*** Begin section ***

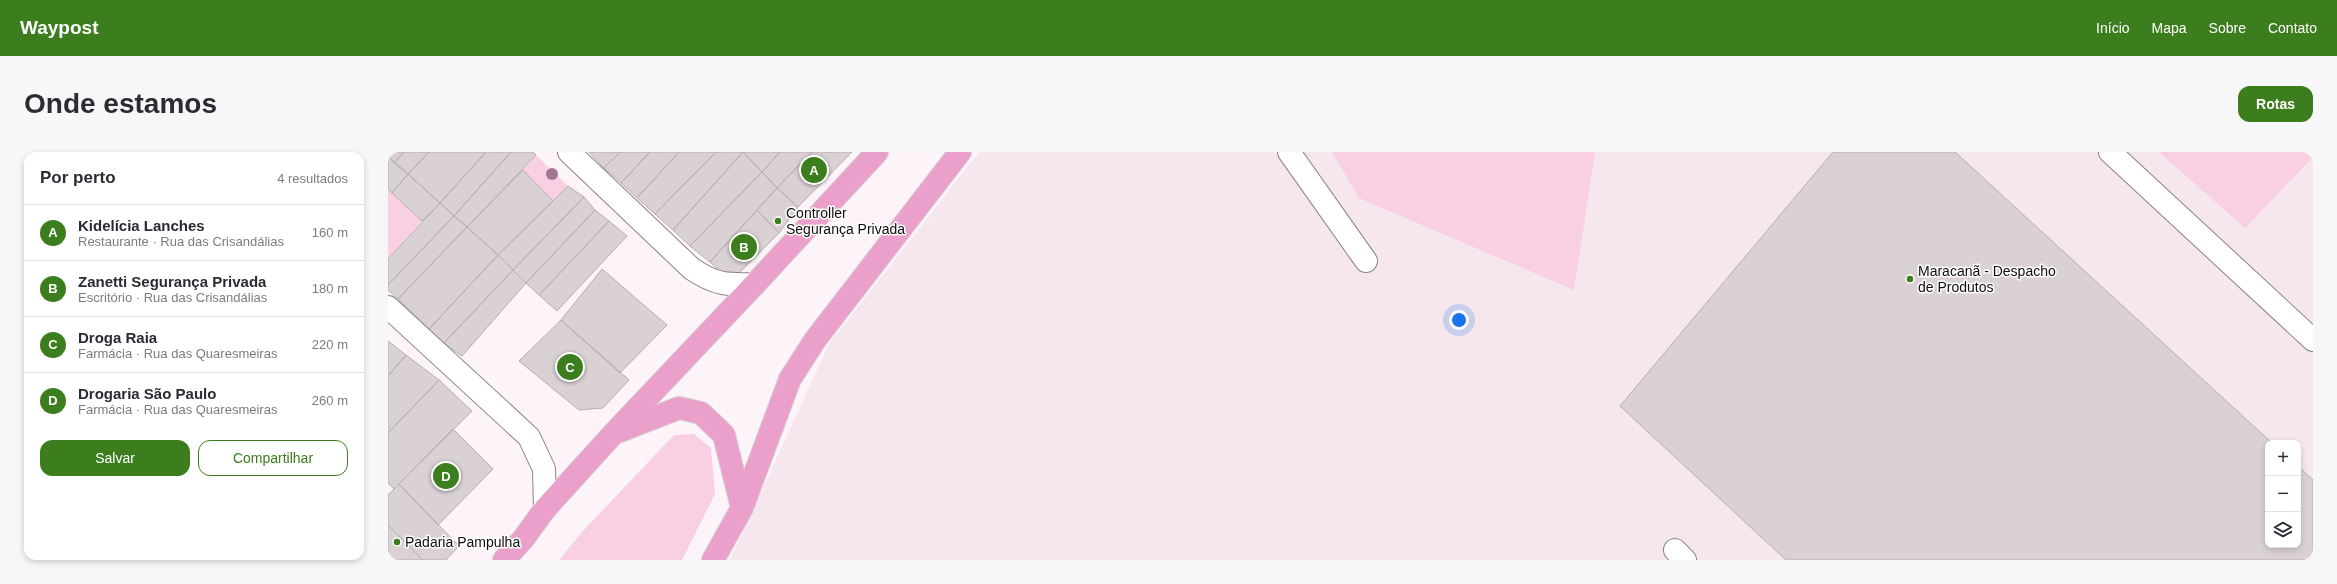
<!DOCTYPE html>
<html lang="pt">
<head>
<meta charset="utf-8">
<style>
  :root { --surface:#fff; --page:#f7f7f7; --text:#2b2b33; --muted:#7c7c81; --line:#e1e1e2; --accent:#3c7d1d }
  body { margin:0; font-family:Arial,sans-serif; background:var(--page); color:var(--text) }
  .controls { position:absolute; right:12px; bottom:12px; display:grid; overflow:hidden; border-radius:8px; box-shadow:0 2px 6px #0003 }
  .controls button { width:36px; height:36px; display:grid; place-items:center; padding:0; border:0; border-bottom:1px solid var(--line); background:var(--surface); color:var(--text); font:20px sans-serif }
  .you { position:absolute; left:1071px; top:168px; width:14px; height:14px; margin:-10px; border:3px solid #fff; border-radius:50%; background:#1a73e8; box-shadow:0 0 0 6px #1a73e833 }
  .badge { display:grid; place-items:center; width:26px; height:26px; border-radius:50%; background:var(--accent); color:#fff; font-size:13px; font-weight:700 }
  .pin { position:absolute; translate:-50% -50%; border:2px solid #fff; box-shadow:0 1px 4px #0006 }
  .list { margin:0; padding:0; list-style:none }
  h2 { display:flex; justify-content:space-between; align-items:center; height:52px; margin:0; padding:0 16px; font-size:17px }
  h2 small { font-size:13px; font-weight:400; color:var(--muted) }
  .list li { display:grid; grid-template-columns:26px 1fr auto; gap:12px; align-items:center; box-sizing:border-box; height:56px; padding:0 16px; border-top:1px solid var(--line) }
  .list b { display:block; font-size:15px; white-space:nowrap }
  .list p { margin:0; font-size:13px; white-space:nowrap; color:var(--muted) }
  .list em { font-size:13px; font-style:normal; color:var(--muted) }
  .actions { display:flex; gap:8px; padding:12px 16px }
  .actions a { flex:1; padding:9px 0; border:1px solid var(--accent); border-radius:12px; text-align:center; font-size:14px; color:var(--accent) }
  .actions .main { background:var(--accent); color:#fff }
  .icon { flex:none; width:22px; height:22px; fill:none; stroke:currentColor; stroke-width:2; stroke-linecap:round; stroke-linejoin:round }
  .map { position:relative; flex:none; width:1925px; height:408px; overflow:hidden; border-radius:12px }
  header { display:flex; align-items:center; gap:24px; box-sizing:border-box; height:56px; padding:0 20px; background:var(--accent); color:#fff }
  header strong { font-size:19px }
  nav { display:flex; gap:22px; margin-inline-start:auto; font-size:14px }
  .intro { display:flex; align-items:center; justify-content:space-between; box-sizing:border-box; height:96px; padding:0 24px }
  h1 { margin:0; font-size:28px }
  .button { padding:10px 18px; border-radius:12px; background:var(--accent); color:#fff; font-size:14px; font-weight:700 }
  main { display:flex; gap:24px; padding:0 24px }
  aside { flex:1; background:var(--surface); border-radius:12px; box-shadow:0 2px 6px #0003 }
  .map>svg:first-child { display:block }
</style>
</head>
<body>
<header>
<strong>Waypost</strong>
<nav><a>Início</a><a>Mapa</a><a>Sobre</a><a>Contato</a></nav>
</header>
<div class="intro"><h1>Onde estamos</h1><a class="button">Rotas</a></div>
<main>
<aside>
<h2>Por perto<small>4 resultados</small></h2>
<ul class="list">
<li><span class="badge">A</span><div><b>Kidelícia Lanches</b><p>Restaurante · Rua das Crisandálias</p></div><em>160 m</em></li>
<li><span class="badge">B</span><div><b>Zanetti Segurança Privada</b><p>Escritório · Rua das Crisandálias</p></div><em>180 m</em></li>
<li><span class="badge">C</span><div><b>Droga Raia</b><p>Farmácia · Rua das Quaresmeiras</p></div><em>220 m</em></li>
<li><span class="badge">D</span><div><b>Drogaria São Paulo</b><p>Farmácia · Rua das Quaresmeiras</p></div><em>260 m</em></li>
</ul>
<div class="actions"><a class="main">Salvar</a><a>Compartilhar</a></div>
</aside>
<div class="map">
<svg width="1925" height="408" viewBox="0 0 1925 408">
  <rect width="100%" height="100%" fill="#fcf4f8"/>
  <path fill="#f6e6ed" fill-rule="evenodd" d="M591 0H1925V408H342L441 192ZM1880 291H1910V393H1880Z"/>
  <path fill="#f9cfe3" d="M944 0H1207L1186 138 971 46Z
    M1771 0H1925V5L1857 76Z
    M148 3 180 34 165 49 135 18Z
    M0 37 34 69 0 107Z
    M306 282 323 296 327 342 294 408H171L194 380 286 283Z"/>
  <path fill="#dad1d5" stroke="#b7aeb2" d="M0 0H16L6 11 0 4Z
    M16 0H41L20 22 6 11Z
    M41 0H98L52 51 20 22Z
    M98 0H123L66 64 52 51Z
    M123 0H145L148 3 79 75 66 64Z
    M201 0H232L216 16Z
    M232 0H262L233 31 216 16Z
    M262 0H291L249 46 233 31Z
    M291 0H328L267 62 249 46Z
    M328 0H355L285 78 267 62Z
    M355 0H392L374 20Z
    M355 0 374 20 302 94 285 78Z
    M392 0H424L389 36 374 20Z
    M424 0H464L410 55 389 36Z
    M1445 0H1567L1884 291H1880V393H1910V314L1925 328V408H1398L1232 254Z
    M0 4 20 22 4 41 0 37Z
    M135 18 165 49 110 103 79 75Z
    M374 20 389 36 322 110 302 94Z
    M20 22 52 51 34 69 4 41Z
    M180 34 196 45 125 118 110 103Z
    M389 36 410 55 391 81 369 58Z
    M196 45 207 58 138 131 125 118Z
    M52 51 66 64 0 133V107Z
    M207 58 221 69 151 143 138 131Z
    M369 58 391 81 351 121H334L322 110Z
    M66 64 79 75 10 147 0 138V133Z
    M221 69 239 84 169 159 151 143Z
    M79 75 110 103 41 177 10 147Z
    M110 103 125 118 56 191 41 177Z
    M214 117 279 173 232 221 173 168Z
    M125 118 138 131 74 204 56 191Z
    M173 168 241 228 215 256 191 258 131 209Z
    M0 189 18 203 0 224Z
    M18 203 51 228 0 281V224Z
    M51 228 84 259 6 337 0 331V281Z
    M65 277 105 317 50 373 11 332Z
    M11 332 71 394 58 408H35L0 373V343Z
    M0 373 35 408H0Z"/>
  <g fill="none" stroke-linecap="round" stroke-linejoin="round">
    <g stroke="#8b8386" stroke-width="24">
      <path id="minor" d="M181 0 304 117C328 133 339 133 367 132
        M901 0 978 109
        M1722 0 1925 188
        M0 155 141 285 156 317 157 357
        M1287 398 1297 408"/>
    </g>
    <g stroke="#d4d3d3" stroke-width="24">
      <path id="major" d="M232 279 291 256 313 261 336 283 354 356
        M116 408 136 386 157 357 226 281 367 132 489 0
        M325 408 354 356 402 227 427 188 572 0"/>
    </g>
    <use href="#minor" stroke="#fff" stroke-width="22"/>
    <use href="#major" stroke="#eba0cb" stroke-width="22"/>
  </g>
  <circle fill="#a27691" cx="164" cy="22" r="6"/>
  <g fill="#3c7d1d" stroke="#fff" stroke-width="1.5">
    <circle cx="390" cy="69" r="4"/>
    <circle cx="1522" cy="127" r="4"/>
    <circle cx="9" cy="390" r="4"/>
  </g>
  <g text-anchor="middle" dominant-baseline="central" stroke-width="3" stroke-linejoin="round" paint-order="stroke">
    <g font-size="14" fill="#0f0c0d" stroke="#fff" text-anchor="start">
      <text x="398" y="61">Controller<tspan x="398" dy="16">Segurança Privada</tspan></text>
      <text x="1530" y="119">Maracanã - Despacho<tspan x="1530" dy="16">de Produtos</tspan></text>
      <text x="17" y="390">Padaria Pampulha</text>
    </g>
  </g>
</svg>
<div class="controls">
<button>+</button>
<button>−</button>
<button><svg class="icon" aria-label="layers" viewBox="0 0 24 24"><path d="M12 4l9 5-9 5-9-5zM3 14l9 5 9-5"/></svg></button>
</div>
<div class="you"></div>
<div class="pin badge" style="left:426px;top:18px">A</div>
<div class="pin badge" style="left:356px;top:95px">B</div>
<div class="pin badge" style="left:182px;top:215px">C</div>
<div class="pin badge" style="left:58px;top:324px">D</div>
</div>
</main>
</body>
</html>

*** End section ***
*** Begin section ***

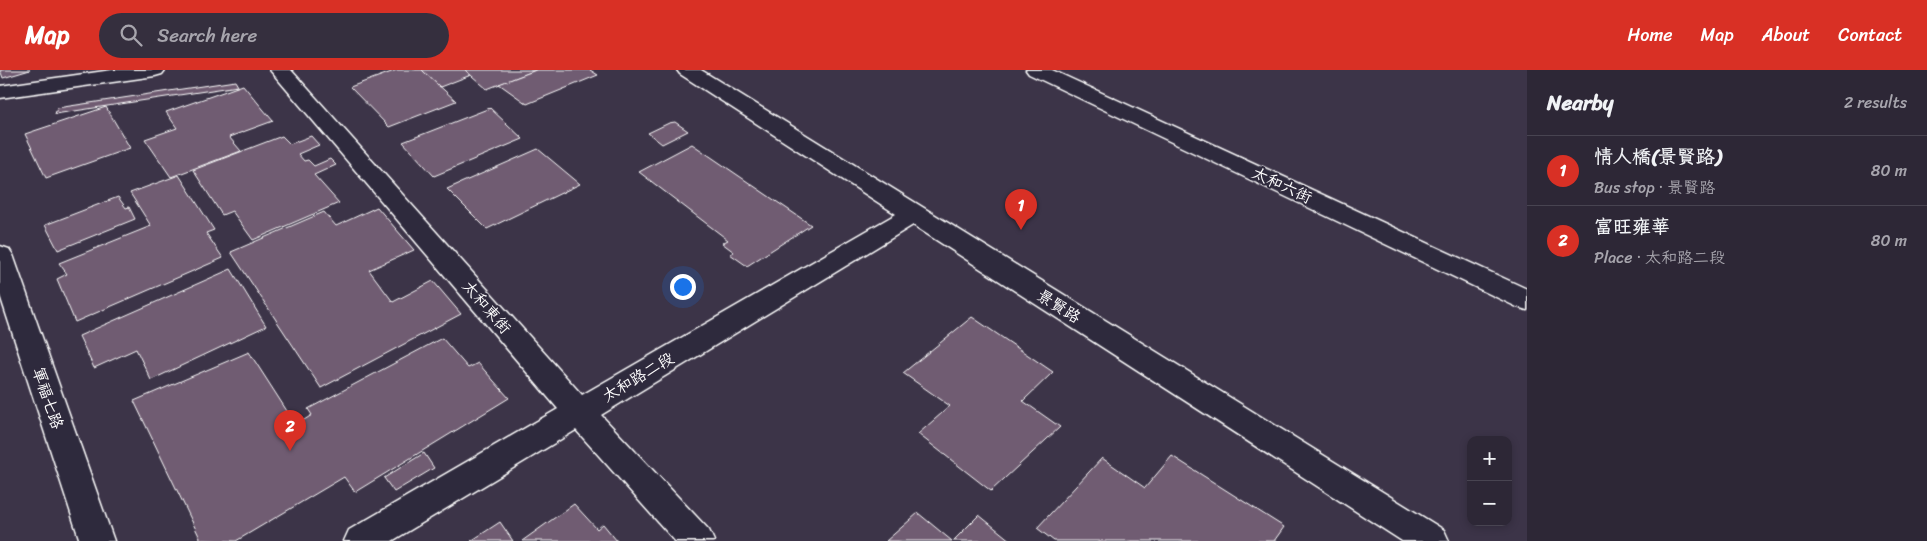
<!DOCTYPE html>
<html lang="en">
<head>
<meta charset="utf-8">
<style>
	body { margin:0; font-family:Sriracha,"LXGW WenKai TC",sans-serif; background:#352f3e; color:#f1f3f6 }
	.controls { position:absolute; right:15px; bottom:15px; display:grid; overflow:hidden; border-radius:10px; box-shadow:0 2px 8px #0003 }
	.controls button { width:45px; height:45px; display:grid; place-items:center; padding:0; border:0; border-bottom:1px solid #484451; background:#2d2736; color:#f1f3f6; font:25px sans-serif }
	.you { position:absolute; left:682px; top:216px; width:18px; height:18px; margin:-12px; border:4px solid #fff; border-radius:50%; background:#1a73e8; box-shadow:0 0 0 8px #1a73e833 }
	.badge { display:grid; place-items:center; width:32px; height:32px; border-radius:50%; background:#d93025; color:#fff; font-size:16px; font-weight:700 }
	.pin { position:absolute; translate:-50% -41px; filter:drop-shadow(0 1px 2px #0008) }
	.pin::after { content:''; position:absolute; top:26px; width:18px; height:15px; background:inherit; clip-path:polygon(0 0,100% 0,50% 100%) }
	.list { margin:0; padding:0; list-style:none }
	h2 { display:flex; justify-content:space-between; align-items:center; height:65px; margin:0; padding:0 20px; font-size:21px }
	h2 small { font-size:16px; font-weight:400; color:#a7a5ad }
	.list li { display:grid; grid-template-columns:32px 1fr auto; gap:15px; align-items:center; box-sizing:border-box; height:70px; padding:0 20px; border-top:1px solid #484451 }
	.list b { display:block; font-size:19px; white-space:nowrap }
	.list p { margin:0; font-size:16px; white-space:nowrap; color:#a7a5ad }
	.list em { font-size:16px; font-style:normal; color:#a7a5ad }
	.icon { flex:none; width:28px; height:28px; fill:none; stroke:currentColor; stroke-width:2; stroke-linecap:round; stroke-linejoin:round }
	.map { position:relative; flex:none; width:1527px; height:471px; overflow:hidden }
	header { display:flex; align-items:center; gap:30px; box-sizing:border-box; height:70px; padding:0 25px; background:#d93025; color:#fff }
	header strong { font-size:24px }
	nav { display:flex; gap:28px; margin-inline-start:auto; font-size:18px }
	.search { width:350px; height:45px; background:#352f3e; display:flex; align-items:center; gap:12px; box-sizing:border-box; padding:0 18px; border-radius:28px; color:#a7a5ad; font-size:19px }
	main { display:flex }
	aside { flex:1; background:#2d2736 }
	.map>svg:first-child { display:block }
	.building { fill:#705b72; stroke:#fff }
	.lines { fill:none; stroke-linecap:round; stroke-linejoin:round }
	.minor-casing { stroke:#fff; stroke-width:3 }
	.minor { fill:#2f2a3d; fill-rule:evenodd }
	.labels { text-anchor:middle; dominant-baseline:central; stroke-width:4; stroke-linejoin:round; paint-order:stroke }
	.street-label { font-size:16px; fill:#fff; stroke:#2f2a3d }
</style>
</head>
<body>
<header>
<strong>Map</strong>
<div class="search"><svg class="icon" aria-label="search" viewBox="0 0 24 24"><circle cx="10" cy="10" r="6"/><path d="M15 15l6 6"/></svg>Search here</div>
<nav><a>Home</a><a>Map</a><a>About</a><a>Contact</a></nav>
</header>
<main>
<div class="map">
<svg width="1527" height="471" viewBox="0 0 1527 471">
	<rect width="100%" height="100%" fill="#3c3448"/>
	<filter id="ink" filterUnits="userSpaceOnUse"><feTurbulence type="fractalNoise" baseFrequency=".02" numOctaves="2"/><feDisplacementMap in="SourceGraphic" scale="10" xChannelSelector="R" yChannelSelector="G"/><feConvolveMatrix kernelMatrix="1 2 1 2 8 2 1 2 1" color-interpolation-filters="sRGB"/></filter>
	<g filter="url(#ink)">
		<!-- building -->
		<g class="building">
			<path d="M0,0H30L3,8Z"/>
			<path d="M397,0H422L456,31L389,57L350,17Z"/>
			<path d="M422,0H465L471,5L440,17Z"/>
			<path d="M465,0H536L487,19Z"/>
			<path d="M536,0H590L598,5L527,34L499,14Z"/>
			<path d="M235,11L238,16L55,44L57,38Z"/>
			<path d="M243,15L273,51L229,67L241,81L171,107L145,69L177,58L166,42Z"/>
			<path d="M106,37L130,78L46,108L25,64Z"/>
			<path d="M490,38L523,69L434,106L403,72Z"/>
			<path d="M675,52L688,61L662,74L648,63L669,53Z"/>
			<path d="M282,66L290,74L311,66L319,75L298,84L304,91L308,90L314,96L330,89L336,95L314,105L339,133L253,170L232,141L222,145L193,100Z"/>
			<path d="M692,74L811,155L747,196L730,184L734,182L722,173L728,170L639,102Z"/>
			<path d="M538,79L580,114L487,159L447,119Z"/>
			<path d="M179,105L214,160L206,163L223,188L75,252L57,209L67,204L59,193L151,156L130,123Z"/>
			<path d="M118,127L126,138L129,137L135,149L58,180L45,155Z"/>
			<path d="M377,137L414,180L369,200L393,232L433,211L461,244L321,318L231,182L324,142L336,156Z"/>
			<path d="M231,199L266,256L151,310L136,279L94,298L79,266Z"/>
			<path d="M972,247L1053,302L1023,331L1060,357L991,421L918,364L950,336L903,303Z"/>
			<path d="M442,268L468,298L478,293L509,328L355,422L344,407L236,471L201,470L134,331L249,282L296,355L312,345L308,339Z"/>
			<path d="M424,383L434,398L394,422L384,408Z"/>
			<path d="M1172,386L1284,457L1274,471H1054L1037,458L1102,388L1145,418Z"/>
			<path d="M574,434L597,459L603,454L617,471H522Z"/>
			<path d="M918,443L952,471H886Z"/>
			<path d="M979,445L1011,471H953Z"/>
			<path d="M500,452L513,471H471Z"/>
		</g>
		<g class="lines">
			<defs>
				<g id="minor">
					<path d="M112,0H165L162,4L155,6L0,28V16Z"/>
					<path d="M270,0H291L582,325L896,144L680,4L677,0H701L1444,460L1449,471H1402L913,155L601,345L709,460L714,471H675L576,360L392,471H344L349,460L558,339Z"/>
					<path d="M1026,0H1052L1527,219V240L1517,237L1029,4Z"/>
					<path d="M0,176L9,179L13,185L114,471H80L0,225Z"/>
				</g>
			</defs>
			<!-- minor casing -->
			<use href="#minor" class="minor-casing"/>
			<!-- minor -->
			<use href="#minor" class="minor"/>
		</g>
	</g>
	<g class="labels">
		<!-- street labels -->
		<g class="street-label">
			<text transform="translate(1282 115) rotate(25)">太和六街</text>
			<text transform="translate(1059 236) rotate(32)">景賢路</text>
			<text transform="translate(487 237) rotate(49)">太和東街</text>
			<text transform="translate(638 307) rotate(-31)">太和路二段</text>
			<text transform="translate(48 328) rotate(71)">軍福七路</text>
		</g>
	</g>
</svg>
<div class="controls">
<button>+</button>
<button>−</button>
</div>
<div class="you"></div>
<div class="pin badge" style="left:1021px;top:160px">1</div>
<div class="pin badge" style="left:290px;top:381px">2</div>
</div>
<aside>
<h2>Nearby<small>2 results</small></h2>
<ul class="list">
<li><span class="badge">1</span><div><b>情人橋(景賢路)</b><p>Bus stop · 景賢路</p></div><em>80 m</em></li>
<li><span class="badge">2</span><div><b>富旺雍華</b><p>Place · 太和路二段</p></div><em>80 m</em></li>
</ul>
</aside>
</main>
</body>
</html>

*** End section ***

• EXERCISE DIRECTIONS: Return, unchanged, the run of lines above that opens with the line containing "display:block; font-size:15px; white-space:nowrap" and closes with the line containing "display:flex; gap:8px; padding:12px". Include both.

• TASK RESPONSE:
  .list b { display:block; font-size:15px; white-space:nowrap }
  .list p { margin:0; font-size:13px; white-space:nowrap; color:var(--muted) }
  .list em { font-size:13px; font-style:normal; color:var(--muted) }
  .actions { display:flex; gap:8px; padding:12px 16px }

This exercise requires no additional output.